Outside of academia, Ogilvie actively engages in the public conversation around history and economics. She was invited to give the Prais Lecture at the National Institute of Economic and Social Research in 2021, and she has appeared on BBC Radio 4's In Our Time (in a 2024 episode on the Hanseatic League). Ogilvie's insights on guilds, economic institutions, and pandemics have also been featured in popular podcasts such as NPR's Planet Money and Conversations with Tyler.

==Honours==
In 2004, Ogilvie was elected a Fellow of the British Academy (FBA), the United Kingdom's national academy for the humanities and social sciences. In 2021, she was elected a Fellow of the Academy of Social Sciences (FACSS).

She is the winner of the Gyorgy Ranki Prize (1999, 2021), the Anton Gindeley Prize (2004), the René Kuczynski Prize (2004), and the Stanley Z. Pech Prize (2008).

Ogilvie is a member of the editorial board of The Economic History Review.

In 2023 Ogilvie was awarded a major research fellowship from the Leverhulme Trust for the project 'Serfdom and economic development, c. 1000–1861', which she will carry out from 2024 to 2027.

==Selected publications==
- Edwards, Jeremy, and Sheilagh Ogilvie. "Contract enforcement, institutions, and social capital: the Maghribi traders reappraised1." The Economic History Review 65.2 (2012): 421–444.
- Ogilvie, Sheilagh.
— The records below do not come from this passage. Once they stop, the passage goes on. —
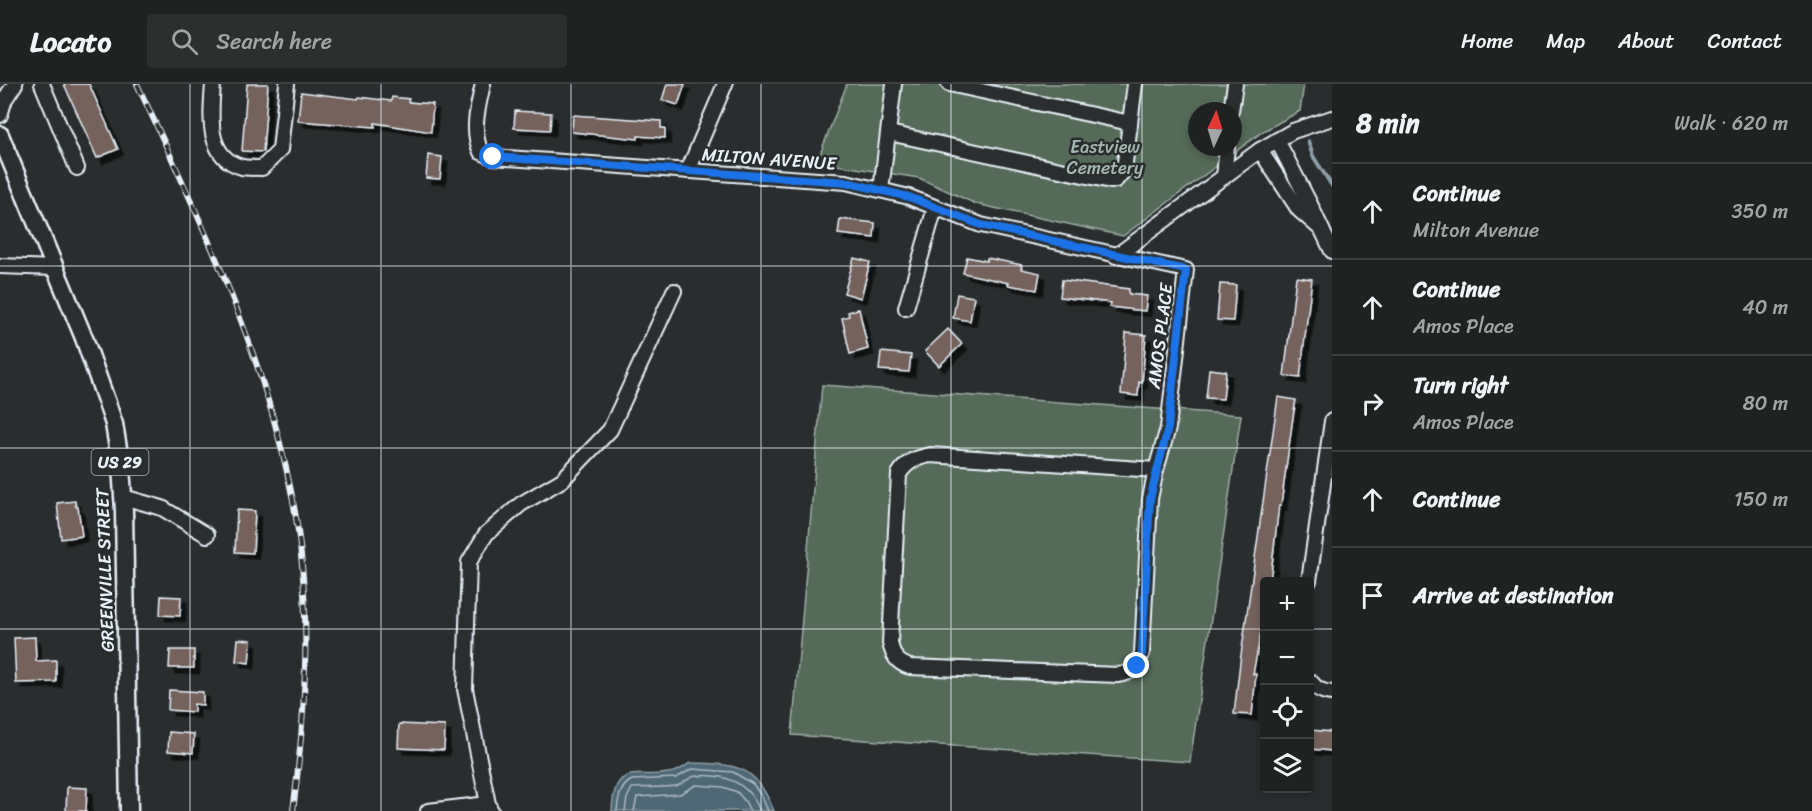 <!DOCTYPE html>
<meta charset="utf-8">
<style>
body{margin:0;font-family:Sriracha,sans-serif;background:#2d2f2f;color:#f1f3f6}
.controls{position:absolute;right:18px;bottom:18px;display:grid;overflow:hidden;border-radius:6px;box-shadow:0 3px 9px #0003}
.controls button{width:54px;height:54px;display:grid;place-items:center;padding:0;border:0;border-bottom:2px solid #3d3f40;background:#202222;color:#f1f3f6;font:30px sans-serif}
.compass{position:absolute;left:1188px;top:18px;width:54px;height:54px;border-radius:50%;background:#202222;box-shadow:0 3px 9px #0003;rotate:4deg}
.stop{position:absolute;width:18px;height:18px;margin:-14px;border:4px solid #1a73e8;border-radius:50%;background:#fff}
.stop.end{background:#1a73e8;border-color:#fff;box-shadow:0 2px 6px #0008}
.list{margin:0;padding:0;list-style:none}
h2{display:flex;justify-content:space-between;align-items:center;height:78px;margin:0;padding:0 24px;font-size:26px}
h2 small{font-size:20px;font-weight:400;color:#a2a4a5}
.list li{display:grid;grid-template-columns:39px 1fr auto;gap:18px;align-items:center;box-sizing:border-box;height:96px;padding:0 24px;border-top:2px solid #3d3f40}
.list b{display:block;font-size:22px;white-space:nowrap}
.list p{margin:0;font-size:20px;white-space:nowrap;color:#a2a4a5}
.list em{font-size:20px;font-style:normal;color:#a2a4a5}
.icon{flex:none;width:33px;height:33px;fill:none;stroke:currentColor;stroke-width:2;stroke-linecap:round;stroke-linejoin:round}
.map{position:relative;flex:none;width:1332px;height:727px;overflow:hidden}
header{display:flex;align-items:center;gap:36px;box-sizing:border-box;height:84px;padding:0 30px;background:#202222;border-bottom:2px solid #3d3f40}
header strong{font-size:28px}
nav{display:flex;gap:33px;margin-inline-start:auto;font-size:21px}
.search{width:420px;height:54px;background:#2d2f2f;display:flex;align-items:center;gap:15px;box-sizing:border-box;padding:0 21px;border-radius:6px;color:#a2a4a5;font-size:22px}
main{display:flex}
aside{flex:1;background:#202222}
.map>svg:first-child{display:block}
</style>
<header>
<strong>Locato</strong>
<div class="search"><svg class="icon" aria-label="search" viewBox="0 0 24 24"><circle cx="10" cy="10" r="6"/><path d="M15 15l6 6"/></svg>Search here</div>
<nav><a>Home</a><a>Map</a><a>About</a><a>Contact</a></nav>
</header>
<main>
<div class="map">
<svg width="1332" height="727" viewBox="0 0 1332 727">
<defs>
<filter id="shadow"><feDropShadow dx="5.5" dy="5.5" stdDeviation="0" flood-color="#0009"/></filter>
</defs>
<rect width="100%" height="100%" fill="#2a2d2e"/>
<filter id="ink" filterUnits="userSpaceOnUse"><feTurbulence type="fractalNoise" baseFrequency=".0167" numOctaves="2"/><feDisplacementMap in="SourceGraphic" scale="12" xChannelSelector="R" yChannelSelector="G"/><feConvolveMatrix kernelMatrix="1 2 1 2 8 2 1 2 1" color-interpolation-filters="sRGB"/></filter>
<g filter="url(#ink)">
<g fill="#546b58" stroke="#9eaea8" stroke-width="1.5" fill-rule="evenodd">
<path d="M 847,0 L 1304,0 L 1300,27 L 1262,48 L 1123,152 L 976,120 L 919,94 L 817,78 ZM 1197,27 L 1233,27 L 1233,63 L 1197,63 Z"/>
<polygon points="822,301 1241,331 1190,678 792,651"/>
</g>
<path fill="#4f6874" stroke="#8c9fa9" stroke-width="1.5" d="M 690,679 C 736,680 755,680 774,727 L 612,727 C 614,674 640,697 673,688 C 679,687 685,682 690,679 Z"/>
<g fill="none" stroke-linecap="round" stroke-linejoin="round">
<g stroke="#abbac3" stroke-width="1.5">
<path d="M 617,727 C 618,715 620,702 632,696 L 676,694 L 692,685 L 733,688 L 753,700 L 762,713 L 768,727"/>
<path d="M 625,727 L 627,714 L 632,704 C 646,703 661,704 675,702 C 683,701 688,693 696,692 C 725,689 749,699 760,727"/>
<polyline points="634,727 637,713 680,710 696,701 723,703 737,708 745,717 750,727"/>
</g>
<polyline stroke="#8c9fa9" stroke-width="4" points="1308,57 1313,72 1332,102"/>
</g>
<g fill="#75625d" stroke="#e8f1f8" stroke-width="1.5" filter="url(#shadow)">
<polygon points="64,0 89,0 118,65 97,74"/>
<polygon points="247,0 268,0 263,68 242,67"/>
<polygon points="667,0 685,0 678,21 662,16"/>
<polygon points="301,8 358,15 359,13 391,17 392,13 409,15 408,18 433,20 431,48 375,39 375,43 298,37"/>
<polygon points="515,27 551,29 550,46 514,44"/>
<polygon points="573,31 661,37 661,44 665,44 665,54 638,52 638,55 572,48"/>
<polygon points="428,71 442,73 440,95 426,94"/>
<polygon points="840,135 875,139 874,154 838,150"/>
<polygon points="967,173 987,177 987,174 1022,181 1021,185 1040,189 1037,206 1008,201 1009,199 963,189"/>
<polygon points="854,174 870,178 861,214 844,209"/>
<polygon points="1296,193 1312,195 1300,294 1284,292"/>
<polygon points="1062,196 1129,205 1129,210 1147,212 1145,227 1110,223 1111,219 1060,213"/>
<polygon points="1220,200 1236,201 1233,237 1217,236"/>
<polygon points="957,210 974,213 970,237 953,234"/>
<polygon points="859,225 868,265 850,270 842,234 849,232 848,228"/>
<polygon points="948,245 962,260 939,282 925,267"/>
<polygon points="1126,249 1146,251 1142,299 1139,298 1138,312 1121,310"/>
<polygon points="881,268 911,271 909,288 879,286"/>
<polygon points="1209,285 1226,287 1223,315 1206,314"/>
<polygon points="1278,313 1296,316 1293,333 1281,421 1279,421 1270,498 1264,498 1264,532 1253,590 1256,590 1252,631 1234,630 1240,578"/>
<polygon points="75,417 76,423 78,423 82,452 61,455 57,419"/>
<polygon points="237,426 255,427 253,469 235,468"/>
<polygon points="161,512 181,513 180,532 160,531"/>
<polygon points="35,553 36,577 56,576 56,598 16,599 14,554"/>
<polygon points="238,555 251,556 249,579 236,577"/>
<polygon points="170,566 194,566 194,584 169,584"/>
<polygon points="169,606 203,608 203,621 194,620 194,628 168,626"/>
<polygon points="399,640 445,642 444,666 398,664"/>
<polygon points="1310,646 1332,648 1332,667 1310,665"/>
<polygon points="169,648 194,650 193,669 168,667"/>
<polygon points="67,703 87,704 86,727 66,727"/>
</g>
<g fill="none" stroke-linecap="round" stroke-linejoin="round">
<defs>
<g id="minor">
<polyline points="42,0 77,84"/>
<path d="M 213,0 C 211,30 205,73 242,83 C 248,84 255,84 262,84 L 280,66 L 287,0"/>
<path d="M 483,0 C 478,23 471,46 481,68 L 493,73 L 846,98 L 909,113 L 981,141 L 1186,186 L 1168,344 L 1156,386 L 1150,415 L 1142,569 C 1137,583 1133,589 1118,591 L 910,583 C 897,579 893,572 890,559 L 899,390 C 907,377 916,374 930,371 L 1156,386"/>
<polyline points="949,0 1130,39"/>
<polyline points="1231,27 1235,0"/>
<polyline points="0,31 5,15 15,0"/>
<polyline points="889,49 1111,97 1116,96 1124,86 1135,0"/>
<polyline points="1260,66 1299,126 1322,146 1310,120 1277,56"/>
<polyline points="688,87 725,0"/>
<polyline points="1224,93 1227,63"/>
<polyline points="881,106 894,0"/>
<polyline points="1322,146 1332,167"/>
<polyline points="1116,172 1260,66 1293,47 1332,34"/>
<polyline points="0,182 54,184"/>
<polyline points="906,224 935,124"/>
<polyline points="123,413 162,424 207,451"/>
<polyline points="1309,497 1332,337"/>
<path d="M 1310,597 C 1316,605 1322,608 1332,609"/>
<polyline points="428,727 488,720"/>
<polyline points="491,727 488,720 465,605 469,478 486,450 521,420 562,396 610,346 674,207"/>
</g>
<polyline id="major" points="0,51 84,254 107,319 114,340 121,382 124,427 129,727"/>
</defs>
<use href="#minor" stroke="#e8f1f8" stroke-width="18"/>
<use href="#major" stroke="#e8f1f8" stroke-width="21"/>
<use href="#minor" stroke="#2a2d2e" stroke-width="14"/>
<use href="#major" stroke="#2a2d2e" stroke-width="16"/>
<defs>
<path id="rail" d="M 137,0 C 198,130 261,261 290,402 C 313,508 307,620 293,727"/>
</defs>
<use href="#rail" stroke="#e8f1f8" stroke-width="6"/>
<use href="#rail" stroke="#2a2d2e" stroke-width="4" stroke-dasharray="11" stroke-linecap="butt"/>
</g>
</g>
<g fill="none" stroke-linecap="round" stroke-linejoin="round" filter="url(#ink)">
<polyline stroke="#1a73e8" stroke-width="8" points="493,73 846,98 909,113 981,141 1186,186 1168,344 1150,415 1142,569 1137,582"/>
</g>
<path fill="none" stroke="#e8f1f8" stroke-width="1.5" stroke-opacity="0.55" d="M 190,0 L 190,727M 381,0 L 381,727M 571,0 L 571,727M 761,0 L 761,727M 951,0 L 951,727M 1142,0 L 1142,727M 0,182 L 1332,182M 0,364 L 1332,364M 0,545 L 1264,545M 1310,545 L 1332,545"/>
<g text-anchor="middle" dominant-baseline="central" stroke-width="5" stroke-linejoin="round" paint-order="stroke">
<rect fill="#2a2d2e" stroke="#afb6bb" stroke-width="1.5" x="91.5" y="365" width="57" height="26" rx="4.5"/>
<g font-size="16" font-weight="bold" fill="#e8f1f8">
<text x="120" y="378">US 29</text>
</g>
<g font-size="18" fill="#a5b5b0" stroke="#2a2d2e">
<text x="1105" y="63">Eastview<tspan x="1105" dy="21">Cemetery</tspan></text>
</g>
<g font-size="18" fill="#e8f1f8" stroke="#2a2d2e">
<text transform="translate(769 75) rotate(4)">MILTON AVENUE</text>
<text transform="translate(1160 252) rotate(-83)">AMOS PLACE</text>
<text transform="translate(105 486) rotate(-92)">GREENVILLE STREET</text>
</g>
</g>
</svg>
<div class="controls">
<button>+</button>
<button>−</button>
<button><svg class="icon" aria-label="locate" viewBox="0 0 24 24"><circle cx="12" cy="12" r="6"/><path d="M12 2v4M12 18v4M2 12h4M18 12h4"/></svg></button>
<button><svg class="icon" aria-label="layers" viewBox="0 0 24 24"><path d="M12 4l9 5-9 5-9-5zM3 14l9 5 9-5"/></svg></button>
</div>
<svg class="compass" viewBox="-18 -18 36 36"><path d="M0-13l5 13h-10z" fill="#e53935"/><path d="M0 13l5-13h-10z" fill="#a2a4a5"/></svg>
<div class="stop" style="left:493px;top:73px"></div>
<div class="stop end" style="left:1137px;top:582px"></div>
</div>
<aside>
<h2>8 min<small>Walk · 620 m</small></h2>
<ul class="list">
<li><svg class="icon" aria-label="ahead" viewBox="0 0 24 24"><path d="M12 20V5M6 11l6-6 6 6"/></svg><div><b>Continue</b><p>Milton Avenue</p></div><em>350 m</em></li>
<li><svg class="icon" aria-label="ahead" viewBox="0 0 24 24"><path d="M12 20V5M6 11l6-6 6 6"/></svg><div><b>Continue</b><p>Amos Place</p></div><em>40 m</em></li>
<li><svg class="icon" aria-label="right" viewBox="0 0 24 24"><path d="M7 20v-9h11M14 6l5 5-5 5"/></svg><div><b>Turn right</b><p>Amos Place</p></div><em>80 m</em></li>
<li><svg class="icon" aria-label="ahead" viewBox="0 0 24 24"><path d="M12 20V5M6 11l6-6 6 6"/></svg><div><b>Continue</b></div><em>150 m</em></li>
<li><svg class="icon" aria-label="arrive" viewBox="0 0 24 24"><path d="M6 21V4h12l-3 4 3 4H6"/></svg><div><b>Arrive at destination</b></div></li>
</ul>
</aside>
</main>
Institutions and European trade: Merchant guilds, 1000–1800. Cambridge University Press, 2011.
- Ogilvie, Sheilagh. "Rehabilitating the guilds: a reply." The Economic History Review 61.1 (2008): 175–182.
- Ogilvie, Sheilagh. "'Whatever is, is right'? Economic institutions in pre‐industrial Europe1." The Economic History Review 60.4 (2007): 649–684.
- Ogilvie, Sheilagh. "How does social capital affect women? Guilds and communities in early modern Germany." The American historical review 109.2 (2004): 325–359.
- Ogilvie, Sheilagh. "Guilds, efficiency, and social capital: evidence from German proto-industry." Economic history review (2004): 286–333.
- Ogilvie, Sheilagh C. A bitter living: women, markets, and social capital in early modern Germany. Oxford University Press on Demand, 2003.
- Ogilvie, Sheilagh, and Markus Cerman. European proto-industrialization: an introductory handbook. Cambridge University Press, 1996.
- Edwards, Jeremy, and Sheilagh Ogilvie. "Universal banks and German industrialization: a reappraisal." The Economic History Review 49.3 (1996): 427–446.
- Ogilvie, Sheilagh. European Guilds: An Economic Analysis. Princeton University Press, 2021.